Sarah Forbes Bonetta was raised in Victorian High Society and embraced by Queen Victoria’s family. Born a princess in Africa, her parents were killed when she was a child. Her people were slaughtered or sold into slavery by King Gezo, a neighboring African King.

In a remarkable turn of fate, she was rescued and taken to England. Many of the details of her life remain unclear. Some are  lost to history. But by all accounts, she was a highly intelligent and gifted child who enchanted Queen Victoria.

Following are TEN dramatic events from the life of Sarah Forbes Bonetta.

Princess Omobo Aina Was Captured By King Ghezo of Dahomey In 1848

Omobo Aina (Sarah or Sara Forbes Bonetta) was born in 1843 into the Egbado tribe of the Yoruba people of West Africa. Many historians believe that her parents were royalty and that she was a Princess. That chapter of her life ended in 1848 (at age 4 or 5) when King Gezo (or Ghezo) of Dahomey invaded her tribe.

According to the Royal Collection Trust, Gezo captured the city of Okeadon, killing many of the inhabitants, including Aina’s parents. Survivors were led into slavery.

“While her family were killed in the war, as the daughter of an African chief, Sarah was kept in captivity as a state prisoner, either to be presented to an important visitor, or to be sacrificed at the death of a minister or official to become his attendant in the next world.”

King Gezo of Dahomey Profited From The Slave Trade

King Gezo was a commanding figure in West Africa in the supply of people into the transatlantic slave trade. Slavery was his main source of revenue and proof of domination.

Ghezo came into power in 1818 in a coup aided by the Brazilian slave trader Felix de Sousa. He became a ruling trader until 1858 when Britain pressured him to end the slave trade. In exchange the British offered to help him build an alternative industry palm oil.

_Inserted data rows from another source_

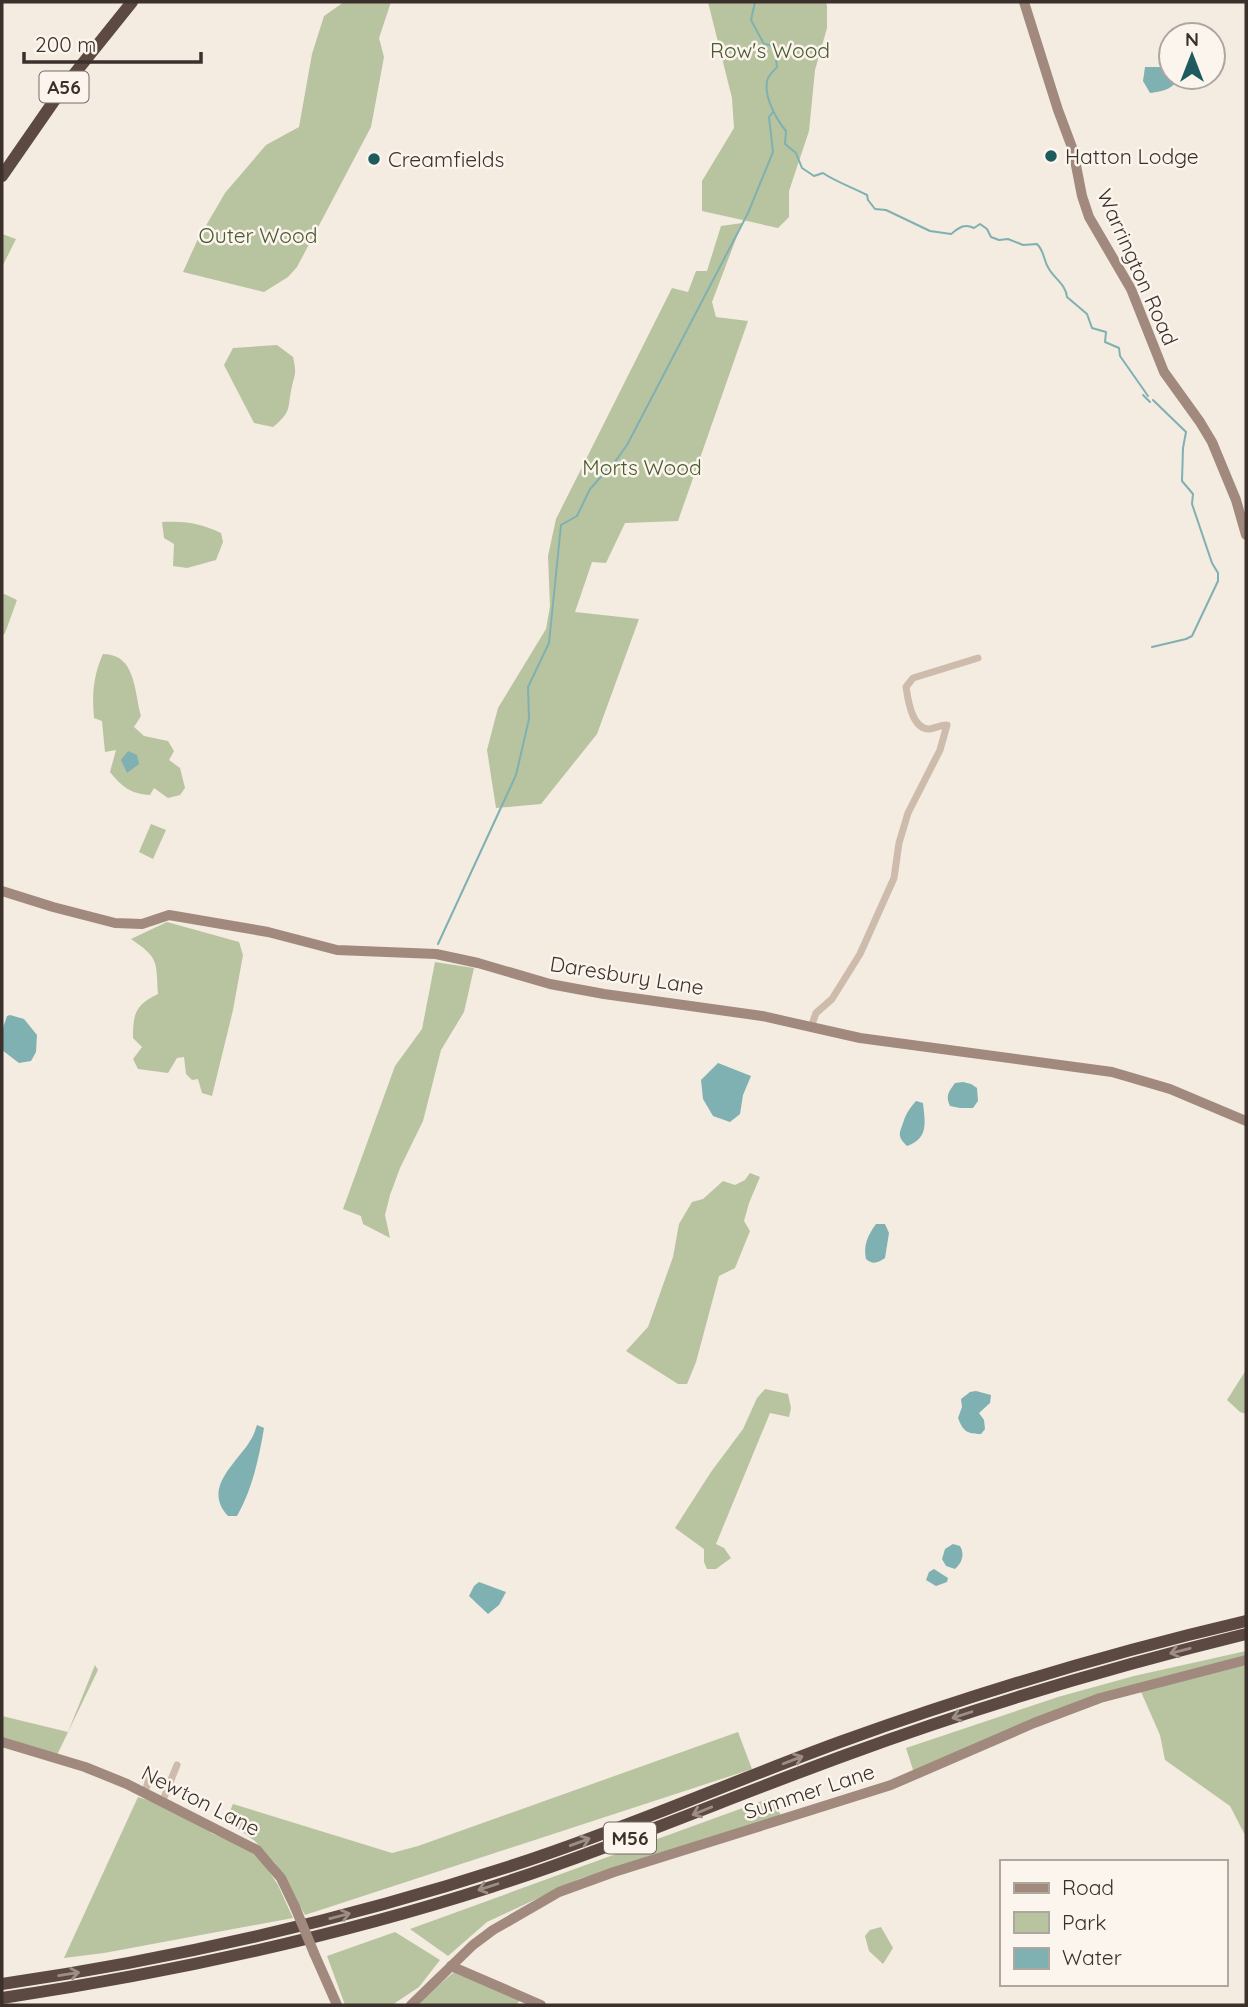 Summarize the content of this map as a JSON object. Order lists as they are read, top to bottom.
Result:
{
  "streets": {
    "highway": ["A56", "M56"],
    "street": [
      "Warrington Road",
      "Daresbury Lane",
      "Summer Lane",
      "Newton Lane"
    ]
  },
  "parks": ["Row's Wood", "Outer Wood", "Morts Wood"],
  "places": ["Hatton Lodge", "Creamfields"],
  "legend": ["Road", "Park", "Water"],
  "scale_bar": "200 m",
  "north": "top"
} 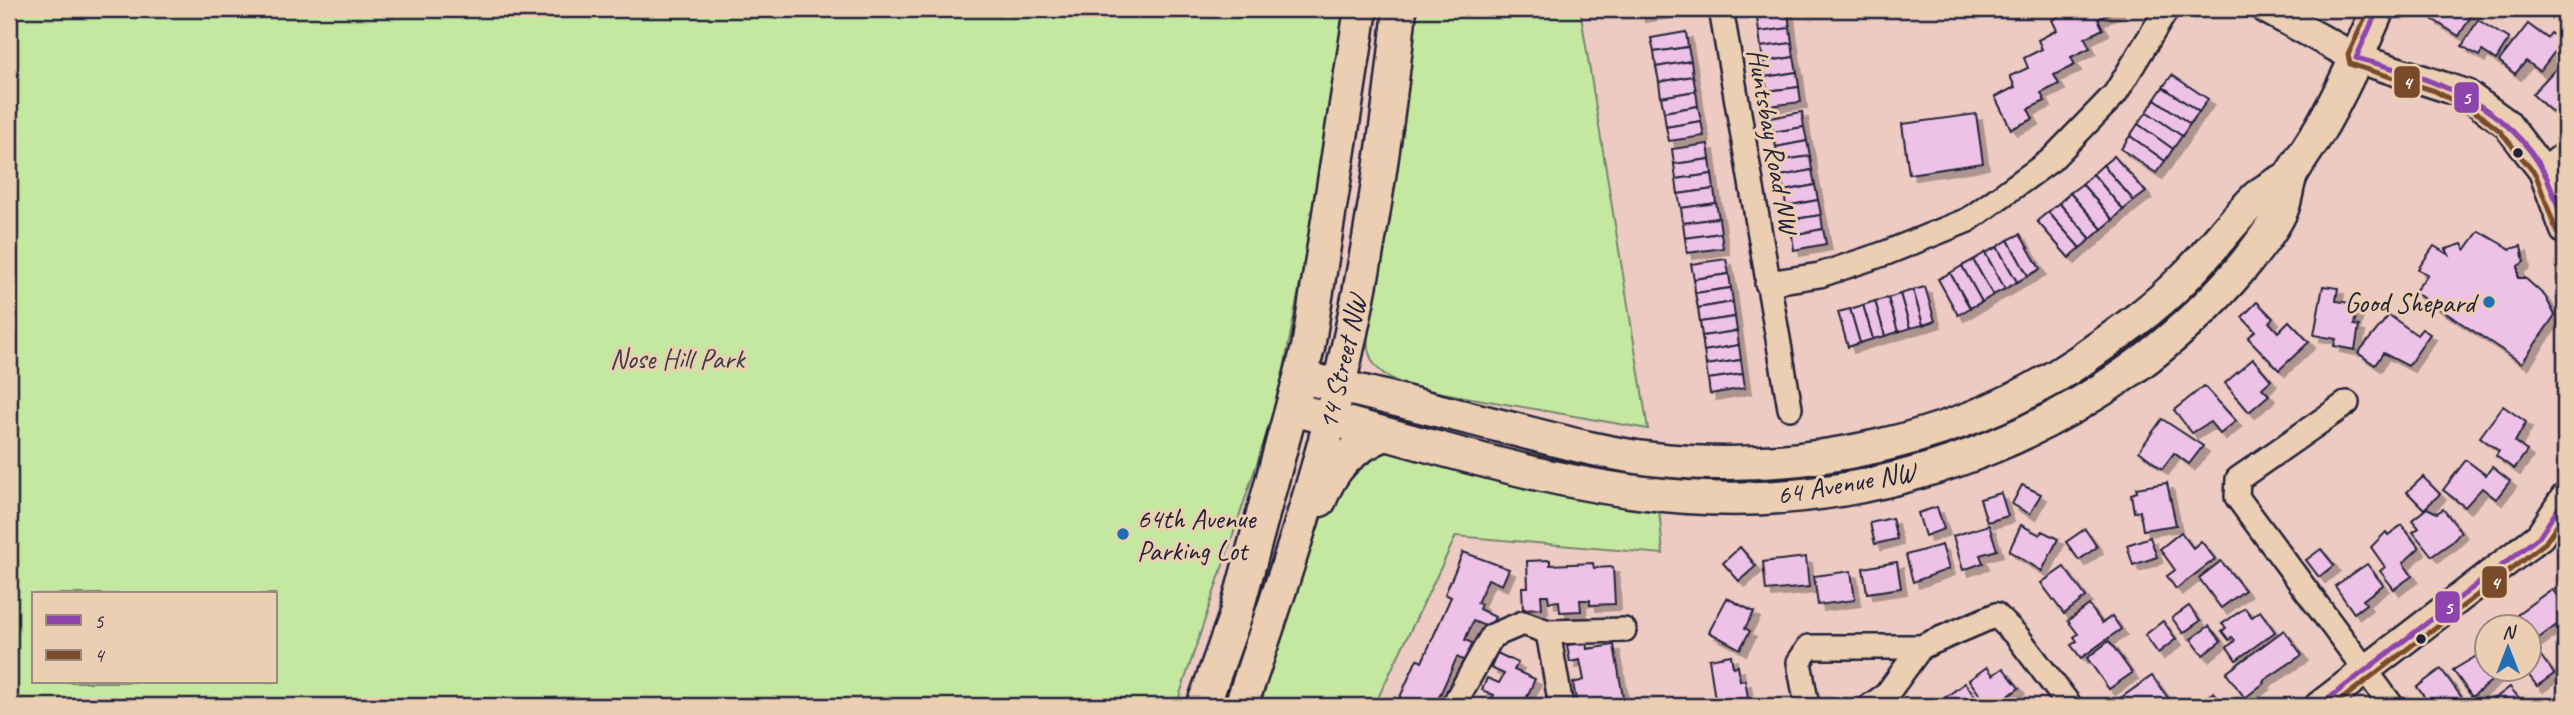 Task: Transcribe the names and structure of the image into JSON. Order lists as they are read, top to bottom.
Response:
{
  "streets": {
    "main road": ["14 Street NW", "64 Avenue NW"],
    "street": ["Huntsbay Road NW"]
  },
  "crossings": [
    ["14 Street NW", "64 Avenue NW"]
  ],
  "parks": ["Nose Hill Park"],
  "places": ["Good Shepard", "64th Avenue Parking Lot"],
  "lines": ["transit line 5", "transit line 4"],
  "legend": ["5", "4"],
  "north": "top"
}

Many societies in Africa with kings and hierarchical forms of government traditionally kept slaves. But these were mostly used for domestic purposes. They were an indication of power and wealth and not used for commercial gain.

According to BBC Worldservice, in the early 18th century, Kings of Dahomey (known today as Benin) waged brutal war on their neighbors that resulted in the capture of 10,000 people. In 1750, King Tegbesu made an estimated £250,000 a year selling people into slavery. In the 1840s, King Gezo said he would do anything the British wanted him to do apart from giving up slave trade:

“The slave trade is the ruling principle of my people. It is the source and the glory of their wealth…the mother lulls the child to sleep with notes of triumph over an enemy reduced to slavery…”

Britain Abolished Slavery in 1833

For many years Britain had played a central role in the transatlantic slave trade. In 1833 Parliament passed the Slavery Abolition Act, which abolished slavery and gave all slaves in the British Empire their freedom.

Peter Crowhurst, author and editor of British Empire 1815-1914 writes:

“The process of freeing the 768,000 slaves in the British Empire lasted for four years until 1 August 1838. Abolition of slavery marked a new phase in the history of the empire and marked the end of an empire, based on slaves and located in the Americas. The empire of Victoria’s reign was based in the eastern hemisphere and had a moral element to it.”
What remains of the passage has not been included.